## Work task
The entries below are to be transcribed in full, without their images.

Dataset entries:
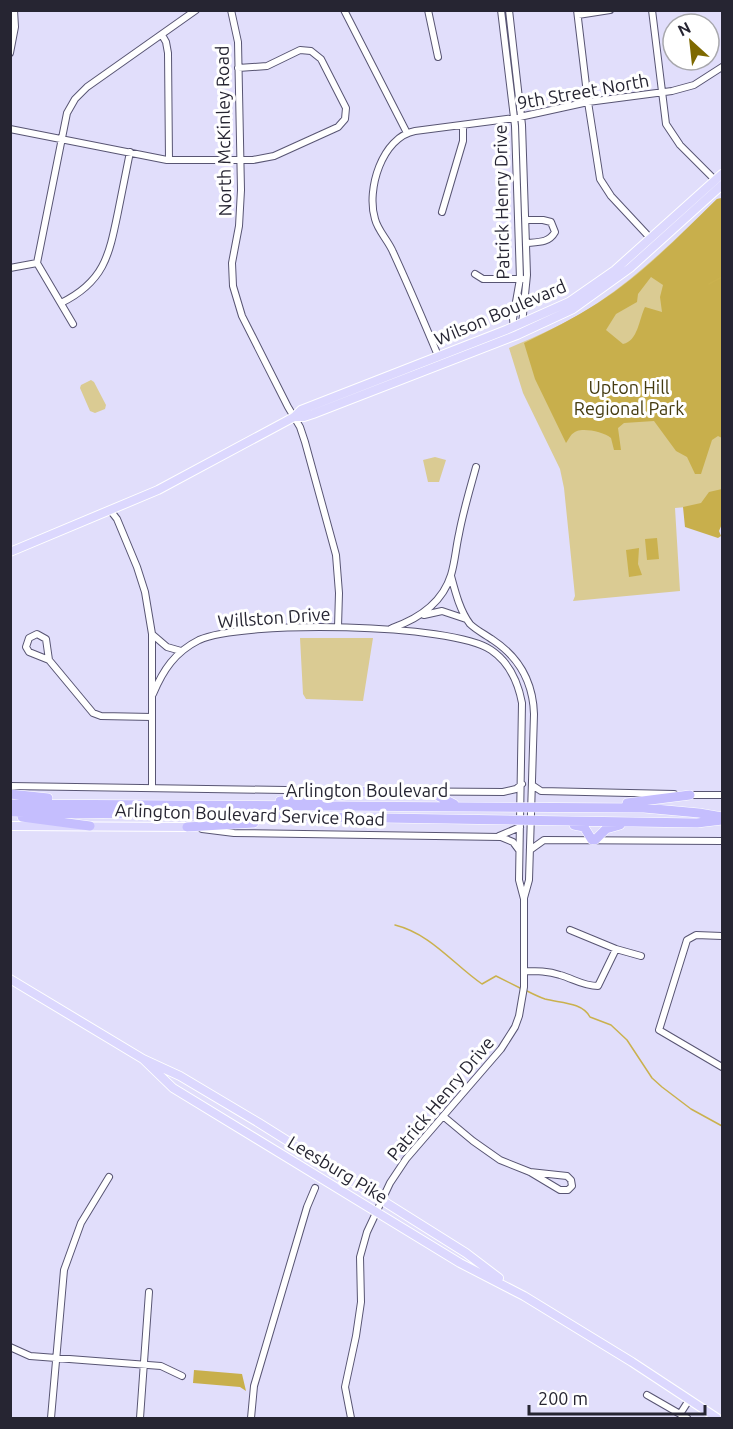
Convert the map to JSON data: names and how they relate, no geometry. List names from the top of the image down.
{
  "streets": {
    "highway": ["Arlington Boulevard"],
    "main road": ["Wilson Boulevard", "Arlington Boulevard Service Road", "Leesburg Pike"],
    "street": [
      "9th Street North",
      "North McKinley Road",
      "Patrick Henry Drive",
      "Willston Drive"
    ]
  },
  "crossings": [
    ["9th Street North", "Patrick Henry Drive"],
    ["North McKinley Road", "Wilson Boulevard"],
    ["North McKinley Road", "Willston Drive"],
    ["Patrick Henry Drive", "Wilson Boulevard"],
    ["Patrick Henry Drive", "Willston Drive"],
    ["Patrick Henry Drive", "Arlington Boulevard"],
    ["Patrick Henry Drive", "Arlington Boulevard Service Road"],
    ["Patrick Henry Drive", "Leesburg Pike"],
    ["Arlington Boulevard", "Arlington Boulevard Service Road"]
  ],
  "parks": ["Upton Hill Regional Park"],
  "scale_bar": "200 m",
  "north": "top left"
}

## Response to this task
Convert the map to JSON data: names and how they relate, no geometry. List names from the top of the image down.
{
  "streets": {
    "highway": ["Arlington Boulevard"],
    "main road": ["Wilson Boulevard", "Arlington Boulevard Service Road", "Leesburg Pike"],
    "street": [
      "9th Street North",
      "North McKinley Road",
      "Patrick Henry Drive",
      "Willston Drive"
    ]
  },
  "crossings": [
    ["9th Street North", "Patrick Henry Drive"],
    ["North McKinley Road", "Wilson Boulevard"],
    ["North McKinley Road", "Willston Drive"],
    ["Patrick Henry Drive", "Wilson Boulevard"],
    ["Patrick Henry Drive", "Willston Drive"],
    ["Patrick Henry Drive", "Arlington Boulevard"],
    ["Patrick Henry Drive", "Arlington Boulevard Service Road"],
    ["Patrick Henry Drive", "Leesburg Pike"],
    ["Arlington Boulevard", "Arlington Boulevard Service Road"]
  ],
  "parks": ["Upton Hill Regional Park"],
  "scale_bar": "200 m",
  "north": "top left"
}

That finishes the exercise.